(WORK ORDER): The lines to copy are those holding the string "rows" in the entries below.

(RAW DATA):
• • • •

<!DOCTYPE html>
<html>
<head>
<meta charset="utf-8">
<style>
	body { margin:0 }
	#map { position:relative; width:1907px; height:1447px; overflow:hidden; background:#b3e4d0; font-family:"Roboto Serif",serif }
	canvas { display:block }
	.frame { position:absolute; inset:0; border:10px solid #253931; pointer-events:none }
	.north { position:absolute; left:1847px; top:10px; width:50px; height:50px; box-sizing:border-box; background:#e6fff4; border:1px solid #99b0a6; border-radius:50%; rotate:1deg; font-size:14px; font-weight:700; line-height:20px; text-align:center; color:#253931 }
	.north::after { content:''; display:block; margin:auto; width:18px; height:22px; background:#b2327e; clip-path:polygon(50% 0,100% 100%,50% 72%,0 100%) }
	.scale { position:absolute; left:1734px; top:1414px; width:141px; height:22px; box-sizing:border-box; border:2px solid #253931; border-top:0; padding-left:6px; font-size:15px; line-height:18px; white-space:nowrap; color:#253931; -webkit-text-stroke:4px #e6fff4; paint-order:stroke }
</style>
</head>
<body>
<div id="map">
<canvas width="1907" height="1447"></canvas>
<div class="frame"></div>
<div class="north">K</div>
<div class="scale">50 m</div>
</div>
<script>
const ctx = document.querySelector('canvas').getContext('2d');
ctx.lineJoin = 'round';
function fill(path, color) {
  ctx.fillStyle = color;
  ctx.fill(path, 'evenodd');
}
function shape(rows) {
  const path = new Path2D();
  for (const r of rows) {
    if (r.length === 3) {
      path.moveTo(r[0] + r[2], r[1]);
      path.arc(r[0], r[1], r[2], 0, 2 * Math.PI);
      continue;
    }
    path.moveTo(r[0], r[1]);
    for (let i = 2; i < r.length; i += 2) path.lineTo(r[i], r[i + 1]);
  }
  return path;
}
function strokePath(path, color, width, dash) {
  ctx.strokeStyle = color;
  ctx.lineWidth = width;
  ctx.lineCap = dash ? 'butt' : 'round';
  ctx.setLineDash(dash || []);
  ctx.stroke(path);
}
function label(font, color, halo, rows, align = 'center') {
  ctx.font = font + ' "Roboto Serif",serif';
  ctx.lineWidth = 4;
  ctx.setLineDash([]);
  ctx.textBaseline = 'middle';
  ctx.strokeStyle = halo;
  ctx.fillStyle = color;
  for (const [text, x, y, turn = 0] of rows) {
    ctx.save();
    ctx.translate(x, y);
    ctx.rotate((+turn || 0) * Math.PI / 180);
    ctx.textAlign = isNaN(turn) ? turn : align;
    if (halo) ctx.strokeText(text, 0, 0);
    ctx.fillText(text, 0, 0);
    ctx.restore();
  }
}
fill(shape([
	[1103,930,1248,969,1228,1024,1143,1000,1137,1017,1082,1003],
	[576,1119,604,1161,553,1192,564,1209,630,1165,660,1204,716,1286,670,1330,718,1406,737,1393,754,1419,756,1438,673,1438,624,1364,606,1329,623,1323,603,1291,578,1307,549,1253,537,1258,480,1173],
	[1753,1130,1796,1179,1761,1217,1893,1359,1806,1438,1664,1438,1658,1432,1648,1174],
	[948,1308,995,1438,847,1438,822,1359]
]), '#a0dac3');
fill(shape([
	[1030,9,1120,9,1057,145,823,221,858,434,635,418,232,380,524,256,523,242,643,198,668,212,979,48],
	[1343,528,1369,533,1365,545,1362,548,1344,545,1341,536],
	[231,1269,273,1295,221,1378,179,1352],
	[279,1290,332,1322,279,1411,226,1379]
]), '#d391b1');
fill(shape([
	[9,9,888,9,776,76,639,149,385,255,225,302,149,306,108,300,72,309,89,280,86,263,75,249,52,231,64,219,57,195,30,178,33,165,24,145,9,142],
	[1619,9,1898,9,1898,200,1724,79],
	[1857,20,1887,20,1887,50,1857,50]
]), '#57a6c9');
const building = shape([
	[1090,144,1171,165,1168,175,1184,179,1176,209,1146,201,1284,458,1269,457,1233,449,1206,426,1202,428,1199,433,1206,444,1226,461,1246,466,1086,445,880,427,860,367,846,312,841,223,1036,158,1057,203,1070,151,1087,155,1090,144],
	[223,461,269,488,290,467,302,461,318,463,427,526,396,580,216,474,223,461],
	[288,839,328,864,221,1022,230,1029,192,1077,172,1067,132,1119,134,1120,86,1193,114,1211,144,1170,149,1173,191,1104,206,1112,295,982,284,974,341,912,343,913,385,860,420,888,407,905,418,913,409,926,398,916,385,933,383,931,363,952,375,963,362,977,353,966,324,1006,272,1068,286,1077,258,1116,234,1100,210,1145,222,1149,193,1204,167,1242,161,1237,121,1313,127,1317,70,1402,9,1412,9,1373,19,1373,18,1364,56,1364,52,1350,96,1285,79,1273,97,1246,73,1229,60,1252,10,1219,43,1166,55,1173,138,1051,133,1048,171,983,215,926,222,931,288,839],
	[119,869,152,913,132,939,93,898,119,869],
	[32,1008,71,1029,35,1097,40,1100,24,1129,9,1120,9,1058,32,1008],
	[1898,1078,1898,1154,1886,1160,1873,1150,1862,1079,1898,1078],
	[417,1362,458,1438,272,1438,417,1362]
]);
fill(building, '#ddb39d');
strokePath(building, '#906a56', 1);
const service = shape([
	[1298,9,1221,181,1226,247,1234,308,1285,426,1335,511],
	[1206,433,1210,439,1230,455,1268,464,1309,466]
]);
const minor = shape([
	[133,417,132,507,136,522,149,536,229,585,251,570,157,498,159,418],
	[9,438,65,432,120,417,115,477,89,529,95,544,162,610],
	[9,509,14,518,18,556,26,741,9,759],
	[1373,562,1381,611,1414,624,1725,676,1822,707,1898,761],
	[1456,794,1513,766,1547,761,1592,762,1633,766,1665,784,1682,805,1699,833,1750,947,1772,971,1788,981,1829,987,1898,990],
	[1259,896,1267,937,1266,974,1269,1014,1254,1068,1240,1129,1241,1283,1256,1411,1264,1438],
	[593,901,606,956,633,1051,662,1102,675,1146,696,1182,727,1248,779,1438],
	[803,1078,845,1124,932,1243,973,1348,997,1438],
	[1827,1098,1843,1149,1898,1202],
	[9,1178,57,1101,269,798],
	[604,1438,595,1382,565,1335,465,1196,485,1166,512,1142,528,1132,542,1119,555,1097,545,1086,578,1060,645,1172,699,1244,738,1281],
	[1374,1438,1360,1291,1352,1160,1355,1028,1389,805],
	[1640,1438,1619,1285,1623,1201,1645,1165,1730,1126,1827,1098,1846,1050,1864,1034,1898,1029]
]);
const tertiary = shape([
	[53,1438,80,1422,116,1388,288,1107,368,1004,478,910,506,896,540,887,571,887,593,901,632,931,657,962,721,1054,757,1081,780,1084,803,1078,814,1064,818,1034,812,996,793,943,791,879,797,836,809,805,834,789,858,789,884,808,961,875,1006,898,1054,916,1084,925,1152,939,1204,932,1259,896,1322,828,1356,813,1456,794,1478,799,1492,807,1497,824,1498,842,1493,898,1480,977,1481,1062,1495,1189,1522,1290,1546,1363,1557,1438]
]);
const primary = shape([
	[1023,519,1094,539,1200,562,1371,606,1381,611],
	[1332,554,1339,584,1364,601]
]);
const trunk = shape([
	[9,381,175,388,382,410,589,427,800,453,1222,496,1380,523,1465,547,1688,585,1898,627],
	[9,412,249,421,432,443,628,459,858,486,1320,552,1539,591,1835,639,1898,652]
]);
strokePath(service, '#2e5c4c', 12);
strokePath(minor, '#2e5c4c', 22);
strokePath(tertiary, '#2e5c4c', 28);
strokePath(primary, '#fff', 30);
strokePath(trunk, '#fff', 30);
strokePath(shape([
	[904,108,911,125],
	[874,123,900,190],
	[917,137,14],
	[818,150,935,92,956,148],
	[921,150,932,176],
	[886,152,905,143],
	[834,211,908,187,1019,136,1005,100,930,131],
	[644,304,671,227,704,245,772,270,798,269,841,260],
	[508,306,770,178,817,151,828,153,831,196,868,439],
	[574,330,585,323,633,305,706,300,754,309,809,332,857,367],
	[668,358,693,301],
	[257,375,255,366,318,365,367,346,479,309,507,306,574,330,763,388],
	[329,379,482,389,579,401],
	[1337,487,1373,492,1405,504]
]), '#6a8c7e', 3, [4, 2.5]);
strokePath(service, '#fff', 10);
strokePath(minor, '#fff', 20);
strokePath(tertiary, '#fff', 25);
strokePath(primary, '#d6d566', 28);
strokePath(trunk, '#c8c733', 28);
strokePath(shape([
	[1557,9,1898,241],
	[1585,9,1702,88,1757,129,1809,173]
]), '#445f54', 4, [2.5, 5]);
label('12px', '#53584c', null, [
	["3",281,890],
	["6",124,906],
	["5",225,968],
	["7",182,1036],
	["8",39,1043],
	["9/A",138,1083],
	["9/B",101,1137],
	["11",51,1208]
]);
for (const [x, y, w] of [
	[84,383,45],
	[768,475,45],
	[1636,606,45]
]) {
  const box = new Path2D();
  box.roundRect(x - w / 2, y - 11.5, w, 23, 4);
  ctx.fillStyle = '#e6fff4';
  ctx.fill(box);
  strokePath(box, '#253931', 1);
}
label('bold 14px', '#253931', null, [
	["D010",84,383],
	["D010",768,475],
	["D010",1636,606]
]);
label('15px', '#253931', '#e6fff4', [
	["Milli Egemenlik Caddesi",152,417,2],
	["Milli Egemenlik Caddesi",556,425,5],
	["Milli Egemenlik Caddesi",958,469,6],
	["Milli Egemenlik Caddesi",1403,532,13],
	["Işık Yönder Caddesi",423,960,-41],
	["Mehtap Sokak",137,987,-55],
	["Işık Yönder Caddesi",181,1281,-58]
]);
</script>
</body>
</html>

• • • •

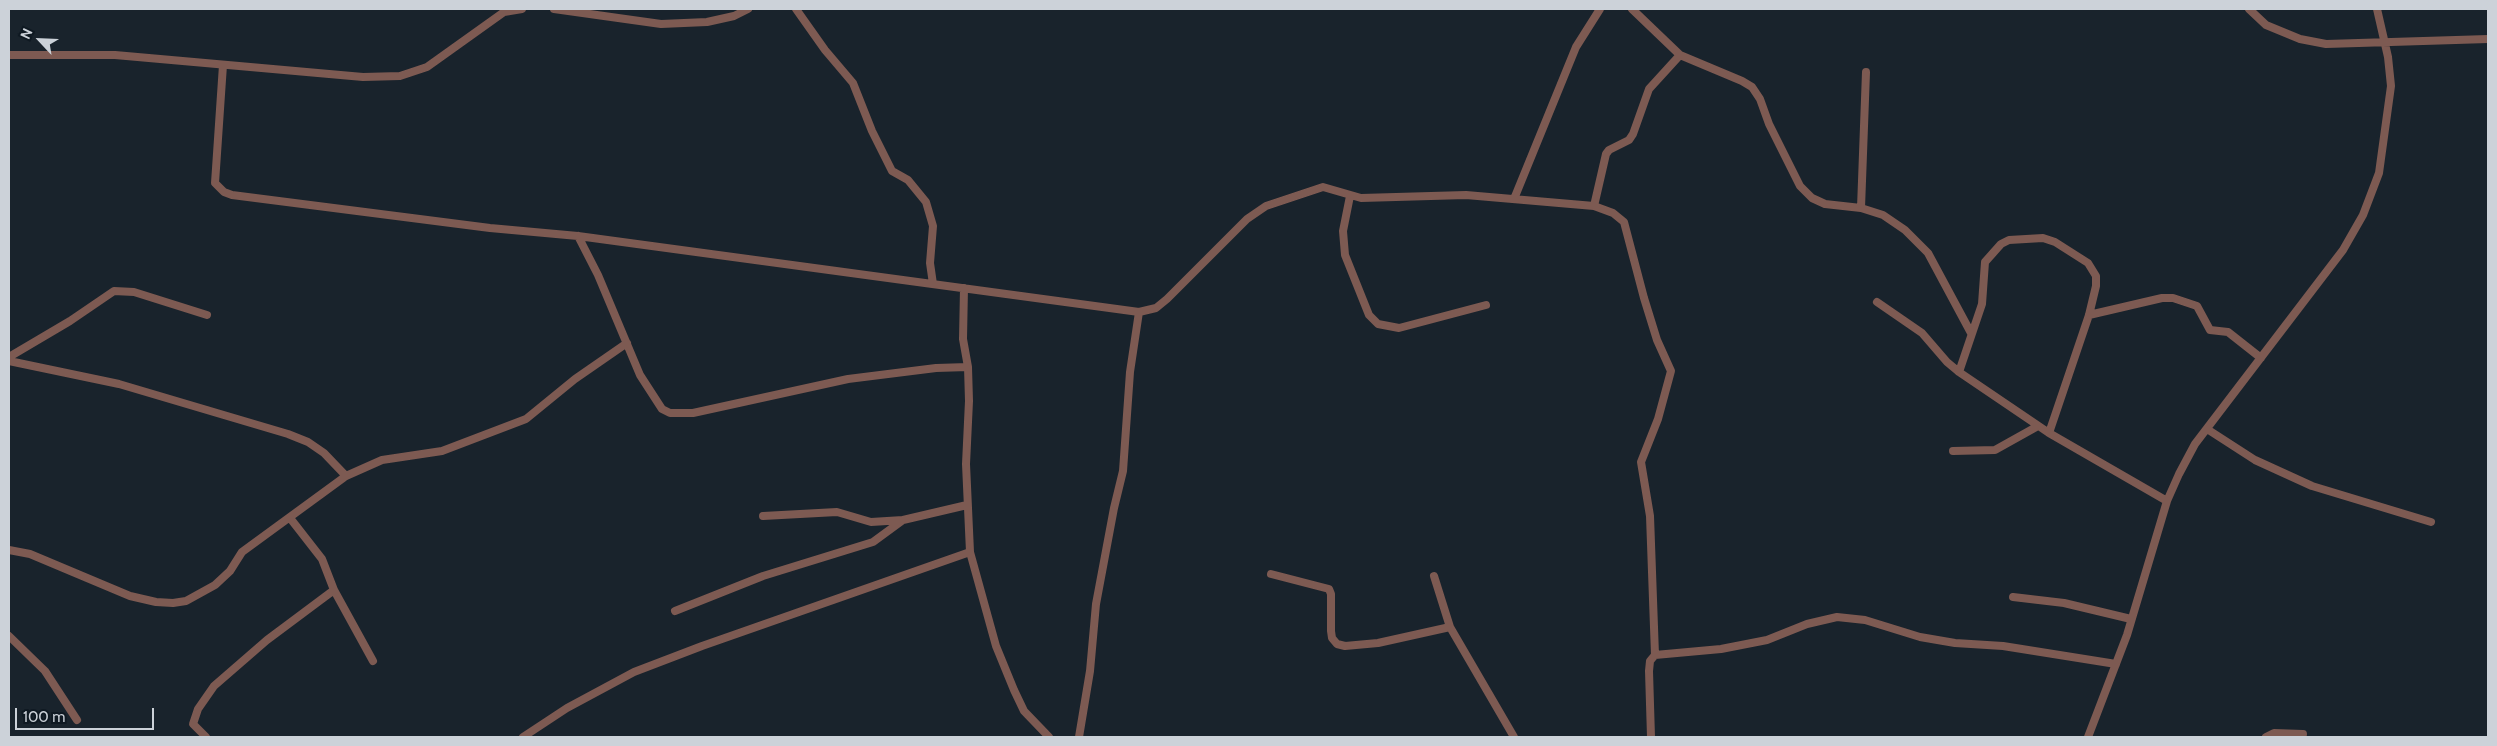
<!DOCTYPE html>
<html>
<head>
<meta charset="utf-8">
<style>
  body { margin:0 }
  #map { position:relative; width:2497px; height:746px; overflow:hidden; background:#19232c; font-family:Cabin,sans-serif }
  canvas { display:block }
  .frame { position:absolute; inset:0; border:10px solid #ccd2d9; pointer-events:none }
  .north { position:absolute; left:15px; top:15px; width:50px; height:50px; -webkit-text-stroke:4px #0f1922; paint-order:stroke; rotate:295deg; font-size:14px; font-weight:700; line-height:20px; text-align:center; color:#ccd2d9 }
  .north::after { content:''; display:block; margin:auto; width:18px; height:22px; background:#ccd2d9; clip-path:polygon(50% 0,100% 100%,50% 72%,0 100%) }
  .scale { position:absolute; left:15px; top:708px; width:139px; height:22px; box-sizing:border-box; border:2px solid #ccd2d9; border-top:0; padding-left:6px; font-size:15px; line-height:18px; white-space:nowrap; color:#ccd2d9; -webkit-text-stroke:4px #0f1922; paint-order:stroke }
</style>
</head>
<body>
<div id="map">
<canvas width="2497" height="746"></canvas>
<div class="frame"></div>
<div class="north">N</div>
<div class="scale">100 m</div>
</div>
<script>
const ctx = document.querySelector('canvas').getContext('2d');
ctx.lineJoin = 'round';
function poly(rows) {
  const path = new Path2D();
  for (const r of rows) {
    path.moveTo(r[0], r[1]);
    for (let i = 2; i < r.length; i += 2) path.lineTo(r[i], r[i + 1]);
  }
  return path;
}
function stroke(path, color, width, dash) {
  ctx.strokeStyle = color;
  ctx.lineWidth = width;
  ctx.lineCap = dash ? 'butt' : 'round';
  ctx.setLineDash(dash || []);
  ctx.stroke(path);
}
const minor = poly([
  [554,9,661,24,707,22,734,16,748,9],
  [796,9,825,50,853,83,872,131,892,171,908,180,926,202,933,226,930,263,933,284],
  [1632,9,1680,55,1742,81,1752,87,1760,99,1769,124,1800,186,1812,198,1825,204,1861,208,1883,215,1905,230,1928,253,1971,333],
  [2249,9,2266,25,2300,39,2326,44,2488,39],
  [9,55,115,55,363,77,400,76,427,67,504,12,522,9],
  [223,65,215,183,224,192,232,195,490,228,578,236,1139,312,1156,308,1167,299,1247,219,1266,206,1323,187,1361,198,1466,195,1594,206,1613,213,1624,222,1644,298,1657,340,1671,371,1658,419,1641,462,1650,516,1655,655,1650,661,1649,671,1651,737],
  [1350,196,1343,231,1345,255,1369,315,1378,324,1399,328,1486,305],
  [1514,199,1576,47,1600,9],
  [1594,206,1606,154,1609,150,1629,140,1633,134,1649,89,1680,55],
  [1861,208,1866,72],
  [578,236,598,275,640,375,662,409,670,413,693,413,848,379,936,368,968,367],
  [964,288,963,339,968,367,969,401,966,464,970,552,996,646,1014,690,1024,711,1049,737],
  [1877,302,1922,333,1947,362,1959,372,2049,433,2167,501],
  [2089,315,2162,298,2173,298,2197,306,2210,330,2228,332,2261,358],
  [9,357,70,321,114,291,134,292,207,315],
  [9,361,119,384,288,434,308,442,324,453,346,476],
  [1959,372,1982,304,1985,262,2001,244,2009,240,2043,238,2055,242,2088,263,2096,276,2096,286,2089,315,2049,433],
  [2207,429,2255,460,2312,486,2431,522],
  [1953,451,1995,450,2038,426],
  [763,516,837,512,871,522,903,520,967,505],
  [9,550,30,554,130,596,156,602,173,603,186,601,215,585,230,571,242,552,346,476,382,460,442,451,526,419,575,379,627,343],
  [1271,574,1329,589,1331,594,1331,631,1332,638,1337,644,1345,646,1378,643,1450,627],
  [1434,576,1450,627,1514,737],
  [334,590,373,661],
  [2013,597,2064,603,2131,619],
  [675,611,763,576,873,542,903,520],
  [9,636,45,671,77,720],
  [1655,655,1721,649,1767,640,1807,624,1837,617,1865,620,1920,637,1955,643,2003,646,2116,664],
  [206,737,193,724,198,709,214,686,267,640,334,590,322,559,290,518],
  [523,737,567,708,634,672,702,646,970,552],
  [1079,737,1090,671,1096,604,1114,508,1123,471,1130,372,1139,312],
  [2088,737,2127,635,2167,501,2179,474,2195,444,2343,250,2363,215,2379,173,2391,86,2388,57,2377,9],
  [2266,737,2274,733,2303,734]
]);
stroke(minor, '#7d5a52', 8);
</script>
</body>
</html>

• • • •

(ANSWER SPACE):
function shape(rows) {
  for (const r of rows) {
function label(font, color, halo, rows, align = 'center') {
  for (const [text, x, y, turn = 0] of rows) {
function poly(rows) {
  for (const r of rows) {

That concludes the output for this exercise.